LA MÉCHANTE

((/images/Dati.jpg|Dati|L))S’il fallait désigner le personnage le plus désagréable sévissant aujourd’hui au sommet de l’État, nulle doute que la palme reviendrait à Mme Dati. Arrogance, cynisme et absence totale de scrupules caractérisent la démarche de cette jeune femme dont il n’est qu’à regarder la dureté du regard, le maquillage glacial, le fond de teint sépulcral et la mâchoire crispée à se rompre, pour deviner la terrible fièvre de pouvoir qui l’anime.

Passé ce premier constat d’apparence, un examen plus approfondi de son parcours et de ces actes balaie en un tournemain toute possible présomption d’innocence. Son entrée en politique est un modèle d’ambigüité : une « lettre de candidature » adressée à la gauche institutionnelle socialiste alors en place ; suivie, faute de réponse, d’un tourner-casaque immédiat vers l’autre bord d’opinion. L’ambition n’a souvent que de lointains rapports avec la conviction. L’exercice de son ministère renforce cette très détestable impression. Fort, pense-t-elle, du soutien des urnes, elle croit bon de faire fi des avis tiers, même de ceux émanant de son propre camp, pour prendre une série de mesures toutes plus agressives les unes que les autres : démantèlement des tribunaux de région, lois répressives en rafales, dépénalisation du droit des affaires… Mme Dati fait mine d’ignorer la critique, prétend avec une feinte superbe que celle-ci est la contrepartie incontournable du pouvoir. De fait, à l’heure qu’il est, les rares protestations peuvent paraître relever du cri d’impuissance. Mme Dati aurait pourtant tout lieu de se méfier. De par ses excès, elle devient sans y paraître ce personnage de théâtre caricatural qui, à force de polariser les détestations, finit sous les coups vengeurs de ses victimes.
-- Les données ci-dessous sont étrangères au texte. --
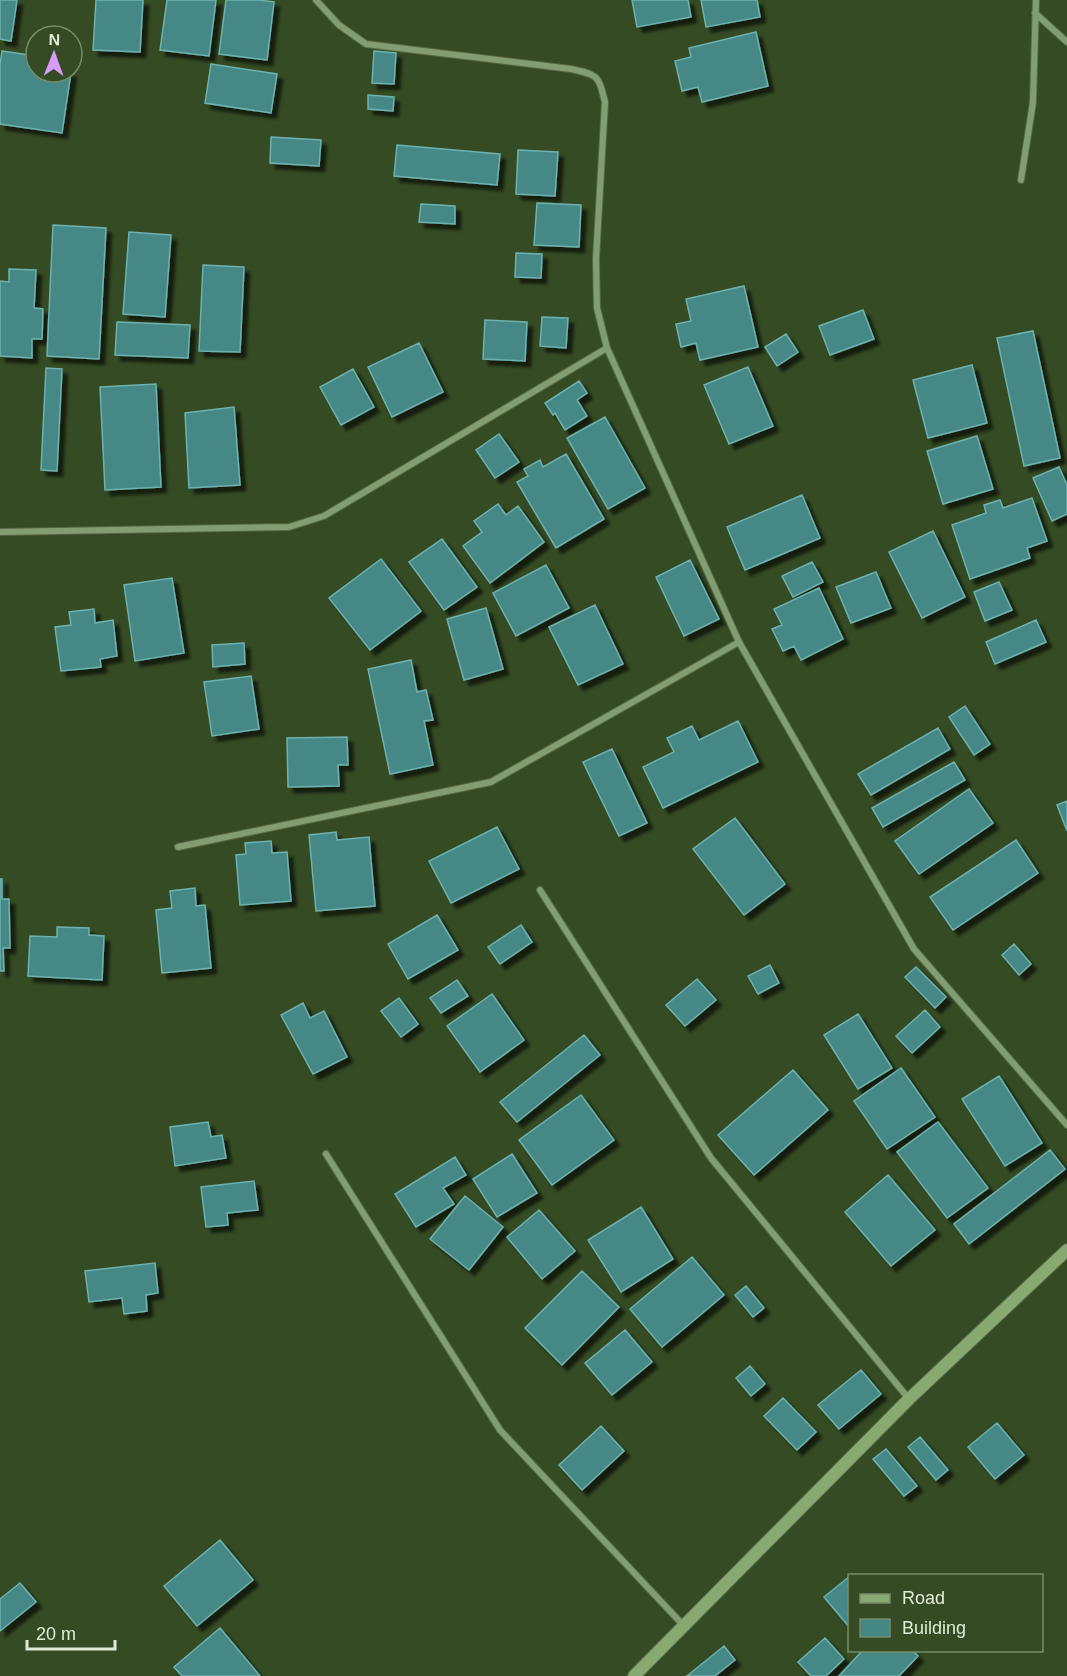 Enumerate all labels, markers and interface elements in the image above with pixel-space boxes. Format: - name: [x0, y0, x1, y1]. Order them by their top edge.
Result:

Dans les tragédies, ce personnage — le traître, le tyran, le salaud — subit immanquablement les foudres les plus cruelles avant même le dernier acte de la pièce. Il ne cède pas sans drames. Acculé, il est capable des pires excès, des vilénies les plus cruelles. Mais à la fin, il cède. Sa défaite est consommée. Il est broyé sans pitié sous les applaudissements soulagés des spectateurs. La décrépitude des mœurs politiques qui sévit aujourd’hui sur notre pays est telle que la diablesse perd tout sens de la mesure et du discernement. Saisie d’une frénésie suicidaire qui touche à la volupté, Mme Dati semble vouloir précipiter l’issue finale qui la perdra. Il suffit d’entendre, déjà, les réactions outrées de certains de ses propres partenaires pour s’en convaincre. J’attends, avec je l’avoue une certaine impatience amusée, la scène capitale du dénouement, lorsque les boues du rejet, les foudres de la sentence, maculeront les si précieux tailleurs haute-couture, les si ahurissants escarpins de comédie de la méchante.